'''
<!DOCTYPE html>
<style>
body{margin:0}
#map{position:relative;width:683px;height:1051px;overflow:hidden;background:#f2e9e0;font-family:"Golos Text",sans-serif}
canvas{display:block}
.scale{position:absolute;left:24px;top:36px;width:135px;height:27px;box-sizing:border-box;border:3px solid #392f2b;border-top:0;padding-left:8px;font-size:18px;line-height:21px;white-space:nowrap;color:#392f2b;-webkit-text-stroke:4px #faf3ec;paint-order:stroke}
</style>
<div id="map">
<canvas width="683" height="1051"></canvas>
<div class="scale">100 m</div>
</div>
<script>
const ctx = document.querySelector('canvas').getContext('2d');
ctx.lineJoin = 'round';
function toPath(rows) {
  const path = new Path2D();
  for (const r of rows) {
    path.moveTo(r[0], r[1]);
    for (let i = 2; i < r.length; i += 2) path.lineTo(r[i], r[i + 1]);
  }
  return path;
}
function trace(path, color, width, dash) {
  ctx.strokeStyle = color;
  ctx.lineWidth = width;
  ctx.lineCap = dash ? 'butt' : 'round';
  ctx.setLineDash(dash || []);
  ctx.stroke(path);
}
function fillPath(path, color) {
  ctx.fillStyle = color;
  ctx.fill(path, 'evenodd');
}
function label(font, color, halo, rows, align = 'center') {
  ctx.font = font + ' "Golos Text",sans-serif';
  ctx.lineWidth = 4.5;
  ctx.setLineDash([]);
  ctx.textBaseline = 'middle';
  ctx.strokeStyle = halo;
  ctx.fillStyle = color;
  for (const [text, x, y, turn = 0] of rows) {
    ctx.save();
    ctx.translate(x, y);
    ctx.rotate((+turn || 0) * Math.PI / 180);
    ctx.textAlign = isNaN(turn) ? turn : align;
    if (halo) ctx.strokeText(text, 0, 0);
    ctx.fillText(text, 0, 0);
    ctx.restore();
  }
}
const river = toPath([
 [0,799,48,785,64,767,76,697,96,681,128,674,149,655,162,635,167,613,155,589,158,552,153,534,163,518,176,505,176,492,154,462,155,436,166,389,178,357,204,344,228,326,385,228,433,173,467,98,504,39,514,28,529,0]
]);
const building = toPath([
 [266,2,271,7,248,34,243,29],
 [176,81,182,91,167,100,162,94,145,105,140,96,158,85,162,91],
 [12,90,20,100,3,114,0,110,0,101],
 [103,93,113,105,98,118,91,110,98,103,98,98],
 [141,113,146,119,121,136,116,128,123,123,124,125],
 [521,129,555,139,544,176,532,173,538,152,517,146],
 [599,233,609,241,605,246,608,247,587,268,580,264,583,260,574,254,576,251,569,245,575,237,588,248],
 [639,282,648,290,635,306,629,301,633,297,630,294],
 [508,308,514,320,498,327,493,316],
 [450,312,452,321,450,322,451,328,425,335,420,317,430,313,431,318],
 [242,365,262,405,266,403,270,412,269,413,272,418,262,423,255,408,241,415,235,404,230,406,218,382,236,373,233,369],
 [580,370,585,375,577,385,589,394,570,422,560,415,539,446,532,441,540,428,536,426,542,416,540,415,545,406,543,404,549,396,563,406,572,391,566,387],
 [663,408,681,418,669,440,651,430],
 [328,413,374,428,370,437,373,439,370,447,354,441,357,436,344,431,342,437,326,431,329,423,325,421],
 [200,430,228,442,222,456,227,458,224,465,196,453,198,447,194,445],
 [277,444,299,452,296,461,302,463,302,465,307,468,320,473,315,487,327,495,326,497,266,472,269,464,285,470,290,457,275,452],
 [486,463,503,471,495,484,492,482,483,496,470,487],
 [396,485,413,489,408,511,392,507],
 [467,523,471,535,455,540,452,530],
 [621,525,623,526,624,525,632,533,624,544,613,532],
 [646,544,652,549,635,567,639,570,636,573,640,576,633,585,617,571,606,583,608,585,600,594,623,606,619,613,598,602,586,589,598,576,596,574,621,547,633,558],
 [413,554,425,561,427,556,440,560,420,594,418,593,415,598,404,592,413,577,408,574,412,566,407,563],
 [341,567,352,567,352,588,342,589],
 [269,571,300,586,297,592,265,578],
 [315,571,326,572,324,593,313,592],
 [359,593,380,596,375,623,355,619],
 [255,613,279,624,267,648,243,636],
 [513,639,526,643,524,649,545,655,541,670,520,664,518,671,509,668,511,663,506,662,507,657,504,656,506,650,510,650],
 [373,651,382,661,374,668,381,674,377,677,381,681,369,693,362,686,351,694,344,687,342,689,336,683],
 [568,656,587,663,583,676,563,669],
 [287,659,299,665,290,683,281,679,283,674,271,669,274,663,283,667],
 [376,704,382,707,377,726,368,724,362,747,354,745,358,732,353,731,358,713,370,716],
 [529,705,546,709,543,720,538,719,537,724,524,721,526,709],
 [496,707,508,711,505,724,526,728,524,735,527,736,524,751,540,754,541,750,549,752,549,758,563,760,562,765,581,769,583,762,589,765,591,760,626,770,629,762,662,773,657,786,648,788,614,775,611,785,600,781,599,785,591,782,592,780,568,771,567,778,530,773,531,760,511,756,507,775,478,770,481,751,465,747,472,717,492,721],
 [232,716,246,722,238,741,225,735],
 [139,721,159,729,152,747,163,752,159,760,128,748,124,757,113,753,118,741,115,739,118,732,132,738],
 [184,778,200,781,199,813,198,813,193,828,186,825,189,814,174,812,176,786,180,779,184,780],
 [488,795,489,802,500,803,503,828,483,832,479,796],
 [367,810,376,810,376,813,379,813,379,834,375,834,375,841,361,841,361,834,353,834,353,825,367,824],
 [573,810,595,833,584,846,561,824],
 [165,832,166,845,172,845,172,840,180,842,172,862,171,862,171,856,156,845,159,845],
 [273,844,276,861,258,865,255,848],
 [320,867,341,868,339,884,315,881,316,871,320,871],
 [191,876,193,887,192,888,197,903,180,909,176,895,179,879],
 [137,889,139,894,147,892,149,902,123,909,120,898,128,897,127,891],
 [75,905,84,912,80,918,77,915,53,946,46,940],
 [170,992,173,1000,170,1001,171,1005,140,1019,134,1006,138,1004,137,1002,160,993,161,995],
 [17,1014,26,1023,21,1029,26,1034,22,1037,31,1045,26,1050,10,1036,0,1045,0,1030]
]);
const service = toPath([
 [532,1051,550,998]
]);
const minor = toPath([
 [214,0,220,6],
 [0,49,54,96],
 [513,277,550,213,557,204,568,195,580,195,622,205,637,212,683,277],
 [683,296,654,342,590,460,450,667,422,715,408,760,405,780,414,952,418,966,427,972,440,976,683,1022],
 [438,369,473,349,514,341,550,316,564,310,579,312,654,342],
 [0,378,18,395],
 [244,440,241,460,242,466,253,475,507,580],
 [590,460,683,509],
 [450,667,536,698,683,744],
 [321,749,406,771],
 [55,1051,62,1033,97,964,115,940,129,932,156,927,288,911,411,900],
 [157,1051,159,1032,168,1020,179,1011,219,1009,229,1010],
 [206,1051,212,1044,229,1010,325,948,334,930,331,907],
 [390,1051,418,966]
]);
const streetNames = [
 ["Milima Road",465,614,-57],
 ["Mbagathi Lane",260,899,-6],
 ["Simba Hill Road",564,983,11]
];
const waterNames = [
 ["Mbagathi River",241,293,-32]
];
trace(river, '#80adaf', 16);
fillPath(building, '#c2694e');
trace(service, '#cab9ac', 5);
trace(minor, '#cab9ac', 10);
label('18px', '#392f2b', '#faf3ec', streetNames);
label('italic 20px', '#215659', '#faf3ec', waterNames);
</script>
'''
Tally the lines of the listing that hold the string "halo", then reply with that number alone.

3